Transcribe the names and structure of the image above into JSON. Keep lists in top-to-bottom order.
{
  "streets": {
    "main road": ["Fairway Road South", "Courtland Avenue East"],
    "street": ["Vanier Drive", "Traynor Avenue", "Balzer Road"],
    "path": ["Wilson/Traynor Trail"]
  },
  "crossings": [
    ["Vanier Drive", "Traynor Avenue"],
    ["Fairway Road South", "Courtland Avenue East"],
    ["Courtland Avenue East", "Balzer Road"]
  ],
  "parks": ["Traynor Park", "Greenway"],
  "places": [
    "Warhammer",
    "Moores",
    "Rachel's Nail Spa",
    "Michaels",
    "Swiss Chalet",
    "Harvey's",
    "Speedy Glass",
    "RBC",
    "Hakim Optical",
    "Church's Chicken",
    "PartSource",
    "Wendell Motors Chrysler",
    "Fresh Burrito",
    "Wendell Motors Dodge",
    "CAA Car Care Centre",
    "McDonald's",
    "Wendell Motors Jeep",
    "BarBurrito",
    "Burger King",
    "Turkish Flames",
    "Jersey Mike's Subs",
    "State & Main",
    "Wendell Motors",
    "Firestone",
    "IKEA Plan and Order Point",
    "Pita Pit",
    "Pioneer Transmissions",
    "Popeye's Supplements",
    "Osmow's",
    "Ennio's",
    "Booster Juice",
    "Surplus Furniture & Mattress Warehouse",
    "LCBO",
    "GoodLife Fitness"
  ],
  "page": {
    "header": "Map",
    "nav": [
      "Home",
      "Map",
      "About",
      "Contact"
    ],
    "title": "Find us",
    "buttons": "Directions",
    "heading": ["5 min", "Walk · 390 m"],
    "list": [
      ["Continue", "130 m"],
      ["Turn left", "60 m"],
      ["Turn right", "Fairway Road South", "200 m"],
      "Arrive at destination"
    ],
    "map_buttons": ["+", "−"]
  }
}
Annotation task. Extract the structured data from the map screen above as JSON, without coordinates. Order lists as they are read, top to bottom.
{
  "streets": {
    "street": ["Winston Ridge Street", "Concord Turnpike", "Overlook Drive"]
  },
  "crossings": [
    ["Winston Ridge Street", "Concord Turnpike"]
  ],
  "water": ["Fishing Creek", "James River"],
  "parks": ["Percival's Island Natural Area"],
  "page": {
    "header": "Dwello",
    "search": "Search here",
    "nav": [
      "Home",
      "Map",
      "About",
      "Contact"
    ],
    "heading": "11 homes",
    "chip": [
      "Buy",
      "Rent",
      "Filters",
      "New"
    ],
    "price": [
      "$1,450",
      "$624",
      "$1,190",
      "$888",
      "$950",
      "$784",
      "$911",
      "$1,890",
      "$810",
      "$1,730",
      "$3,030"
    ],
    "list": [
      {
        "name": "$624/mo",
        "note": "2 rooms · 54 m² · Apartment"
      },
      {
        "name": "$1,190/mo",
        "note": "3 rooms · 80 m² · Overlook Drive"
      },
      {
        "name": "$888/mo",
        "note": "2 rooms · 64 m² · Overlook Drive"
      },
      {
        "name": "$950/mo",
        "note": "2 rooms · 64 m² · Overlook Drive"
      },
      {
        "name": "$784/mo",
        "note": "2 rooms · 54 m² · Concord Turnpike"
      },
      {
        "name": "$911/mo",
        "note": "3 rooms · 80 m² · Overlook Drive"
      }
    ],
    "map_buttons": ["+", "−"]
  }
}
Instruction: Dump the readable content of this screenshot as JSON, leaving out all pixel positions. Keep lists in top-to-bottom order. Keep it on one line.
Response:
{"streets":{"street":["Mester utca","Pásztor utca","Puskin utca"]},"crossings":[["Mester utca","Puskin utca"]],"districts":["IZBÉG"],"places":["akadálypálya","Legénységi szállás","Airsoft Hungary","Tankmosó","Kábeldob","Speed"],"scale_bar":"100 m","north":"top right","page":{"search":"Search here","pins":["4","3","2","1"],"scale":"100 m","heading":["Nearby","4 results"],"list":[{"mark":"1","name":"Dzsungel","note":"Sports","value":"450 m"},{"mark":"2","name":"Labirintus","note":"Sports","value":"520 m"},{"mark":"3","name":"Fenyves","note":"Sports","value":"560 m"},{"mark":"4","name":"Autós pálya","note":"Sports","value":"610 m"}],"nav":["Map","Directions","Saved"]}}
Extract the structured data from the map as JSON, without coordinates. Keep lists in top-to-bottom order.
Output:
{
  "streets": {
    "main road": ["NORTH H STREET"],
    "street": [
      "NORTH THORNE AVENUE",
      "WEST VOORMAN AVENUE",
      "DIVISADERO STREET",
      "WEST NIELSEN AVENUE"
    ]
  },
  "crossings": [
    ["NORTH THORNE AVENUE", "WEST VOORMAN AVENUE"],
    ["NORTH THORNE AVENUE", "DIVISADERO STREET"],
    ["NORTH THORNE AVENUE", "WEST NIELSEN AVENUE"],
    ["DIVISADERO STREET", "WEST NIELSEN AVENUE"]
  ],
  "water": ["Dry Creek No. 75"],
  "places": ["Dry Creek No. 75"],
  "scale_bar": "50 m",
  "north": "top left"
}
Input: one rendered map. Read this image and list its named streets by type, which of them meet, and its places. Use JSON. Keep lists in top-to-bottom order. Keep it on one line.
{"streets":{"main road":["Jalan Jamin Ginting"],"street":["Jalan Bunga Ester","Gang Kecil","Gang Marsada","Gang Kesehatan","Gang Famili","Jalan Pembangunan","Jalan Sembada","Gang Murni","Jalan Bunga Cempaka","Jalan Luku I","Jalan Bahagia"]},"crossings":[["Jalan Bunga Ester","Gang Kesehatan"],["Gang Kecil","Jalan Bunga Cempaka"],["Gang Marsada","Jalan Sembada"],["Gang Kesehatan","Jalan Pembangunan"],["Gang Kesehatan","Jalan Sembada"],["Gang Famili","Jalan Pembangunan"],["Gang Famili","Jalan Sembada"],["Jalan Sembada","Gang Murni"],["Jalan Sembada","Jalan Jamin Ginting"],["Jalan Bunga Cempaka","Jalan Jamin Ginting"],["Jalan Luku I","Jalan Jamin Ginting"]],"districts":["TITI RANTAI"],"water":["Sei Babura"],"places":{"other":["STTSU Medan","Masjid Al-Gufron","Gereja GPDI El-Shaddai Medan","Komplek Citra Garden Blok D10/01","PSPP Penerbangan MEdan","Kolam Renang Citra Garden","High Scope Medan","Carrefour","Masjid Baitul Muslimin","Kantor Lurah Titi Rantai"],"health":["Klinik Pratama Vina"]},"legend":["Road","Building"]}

**WHAT TO WORK ON:** Once more and in full, please write out the listing above exactly.

**EXERCISE RESPONSE:**
Transcribe the names and structure of the image above into JSON. Keep lists in top-to-bottom order.
{
  "streets": {
    "main road": ["Fairway Road South", "Courtland Avenue East"],
    "street": ["Vanier Drive", "Traynor Avenue", "Balzer Road"],
    "path": ["Wilson/Traynor Trail"]
  },
  "crossings": [
    ["Vanier Drive", "Traynor Avenue"],
    ["Fairway Road South", "Courtland Avenue East"],
    ["Courtland Avenue East", "Balzer Road"]
  ],
  "parks": ["Traynor Park", "Greenway"],
  "places": [
    "Warhammer",
    "Moores",
    "Rachel's Nail Spa",
    "Michaels",
    "Swiss Chalet",
    "Harvey's",
    "Speedy Glass",
    "RBC",
    "Hakim Optical",
    "Church's Chicken",
    "PartSource",
    "Wendell Motors Chrysler",
    "Fresh Burrito",
    "Wendell Motors Dodge",
    "CAA Car Care Centre",
    "McDonald's",
    "Wendell Motors Jeep",
    "BarBurrito",
    "Burger King",
    "Turkish Flames",
    "Jersey Mike's Subs",
    "State & Main",
    "Wendell Motors",
    "Firestone",
    "IKEA Plan and Order Point",
    "Pita Pit",
    "Pioneer Transmissions",
    "Popeye's Supplements",
    "Osmow's",
    "Ennio's",
    "Booster Juice",
    "Surplus Furniture & Mattress Warehouse",
    "LCBO",
    "GoodLife Fitness"
  ],
  "page": {
    "header": "Map",
    "nav": [
      "Home",
      "Map",
      "About",
      "Contact"
    ],
    "title": "Find us",
    "buttons": "Directions",
    "heading": ["5 min", "Walk · 390 m"],
    "list": [
      ["Continue", "130 m"],
      ["Turn left", "60 m"],
      ["Turn right", "Fairway Road South", "200 m"],
      "Arrive at destination"
    ],
    "map_buttons": ["+", "−"]
  }
}
Annotation task. Extract the structured data from the map screen above as JSON, without coordinates. Order lists as they are read, top to bottom.
{
  "streets": {
    "street": ["Winston Ridge Street", "Concord Turnpike", "Overlook Drive"]
  },
  "crossings": [
    ["Winston Ridge Street", "Concord Turnpike"]
  ],
  "water": ["Fishing Creek", "James River"],
  "parks": ["Percival's Island Natural Area"],
  "page": {
    "header": "Dwello",
    "search": "Search here",
    "nav": [
      "Home",
      "Map",
      "About",
      "Contact"
    ],
    "heading": "11 homes",
    "chip": [
      "Buy",
      "Rent",
      "Filters",
      "New"
    ],
    "price": [
      "$1,450",
      "$624",
      "$1,190",
      "$888",
      "$950",
      "$784",
      "$911",
      "$1,890",
      "$810",
      "$1,730",
      "$3,030"
    ],
    "list": [
      {
        "name": "$624/mo",
        "note": "2 rooms · 54 m² · Apartment"
      },
      {
        "name": "$1,190/mo",
        "note": "3 rooms · 80 m² · Overlook Drive"
      },
      {
        "name": "$888/mo",
        "note": "2 rooms · 64 m² · Overlook Drive"
      },
      {
        "name": "$950/mo",
        "note": "2 rooms · 64 m² · Overlook Drive"
      },
      {
        "name": "$784/mo",
        "note": "2 rooms · 54 m² · Concord Turnpike"
      },
      {
        "name": "$911/mo",
        "note": "3 rooms · 80 m² · Overlook Drive"
      }
    ],
    "map_buttons": ["+", "−"]
  }
}
Instruction: Dump the readable content of this screenshot as JSON, leaving out all pixel positions. Keep lists in top-to-bottom order. Keep it on one line.
Response:
{"streets":{"street":["Mester utca","Pásztor utca","Puskin utca"]},"crossings":[["Mester utca","Puskin utca"]],"districts":["IZBÉG"],"places":["akadálypálya","Legénységi szállás","Airsoft Hungary","Tankmosó","Kábeldob","Speed"],"scale_bar":"100 m","north":"top right","page":{"search":"Search here","pins":["4","3","2","1"],"scale":"100 m","heading":["Nearby","4 results"],"list":[{"mark":"1","name":"Dzsungel","note":"Sports","value":"450 m"},{"mark":"2","name":"Labirintus","note":"Sports","value":"520 m"},{"mark":"3","name":"Fenyves","note":"Sports","value":"560 m"},{"mark":"4","name":"Autós pálya","note":"Sports","value":"610 m"}],"nav":["Map","Directions","Saved"]}}
Extract the structured data from the map as JSON, without coordinates. Keep lists in top-to-bottom order.
Output:
{
  "streets": {
    "main road": ["NORTH H STREET"],
    "street": [
      "NORTH THORNE AVENUE",
      "WEST VOORMAN AVENUE",
      "DIVISADERO STREET",
      "WEST NIELSEN AVENUE"
    ]
  },
  "crossings": [
    ["NORTH THORNE AVENUE", "WEST VOORMAN AVENUE"],
    ["NORTH THORNE AVENUE", "DIVISADERO STREET"],
    ["NORTH THORNE AVENUE", "WEST NIELSEN AVENUE"],
    ["DIVISADERO STREET", "WEST NIELSEN AVENUE"]
  ],
  "water": ["Dry Creek No. 75"],
  "places": ["Dry Creek No. 75"],
  "scale_bar": "50 m",
  "north": "top left"
}
Input: one rendered map. Read this image and list its named streets by type, which of them meet, and its places. Use JSON. Keep lists in top-to-bottom order. Keep it on one line.
{"streets":{"main road":["Jalan Jamin Ginting"],"street":["Jalan Bunga Ester","Gang Kecil","Gang Marsada","Gang Kesehatan","Gang Famili","Jalan Pembangunan","Jalan Sembada","Gang Murni","Jalan Bunga Cempaka","Jalan Luku I","Jalan Bahagia"]},"crossings":[["Jalan Bunga Ester","Gang Kesehatan"],["Gang Kecil","Jalan Bunga Cempaka"],["Gang Marsada","Jalan Sembada"],["Gang Kesehatan","Jalan Pembangunan"],["Gang Kesehatan","Jalan Sembada"],["Gang Famili","Jalan Pembangunan"],["Gang Famili","Jalan Sembada"],["Jalan Sembada","Gang Murni"],["Jalan Sembada","Jalan Jamin Ginting"],["Jalan Bunga Cempaka","Jalan Jamin Ginting"],["Jalan Luku I","Jalan Jamin Ginting"]],"districts":["TITI RANTAI"],"water":["Sei Babura"],"places":{"other":["STTSU Medan","Masjid Al-Gufron","Gereja GPDI El-Shaddai Medan","Komplek Citra Garden Blok D10/01","PSPP Penerbangan MEdan","Kolam Renang Citra Garden","High Scope Medan","Carrefour","Masjid Baitul Muslimin","Kantor Lurah Titi Rantai"],"health":["Klinik Pratama Vina"]},"legend":["Road","Building"]}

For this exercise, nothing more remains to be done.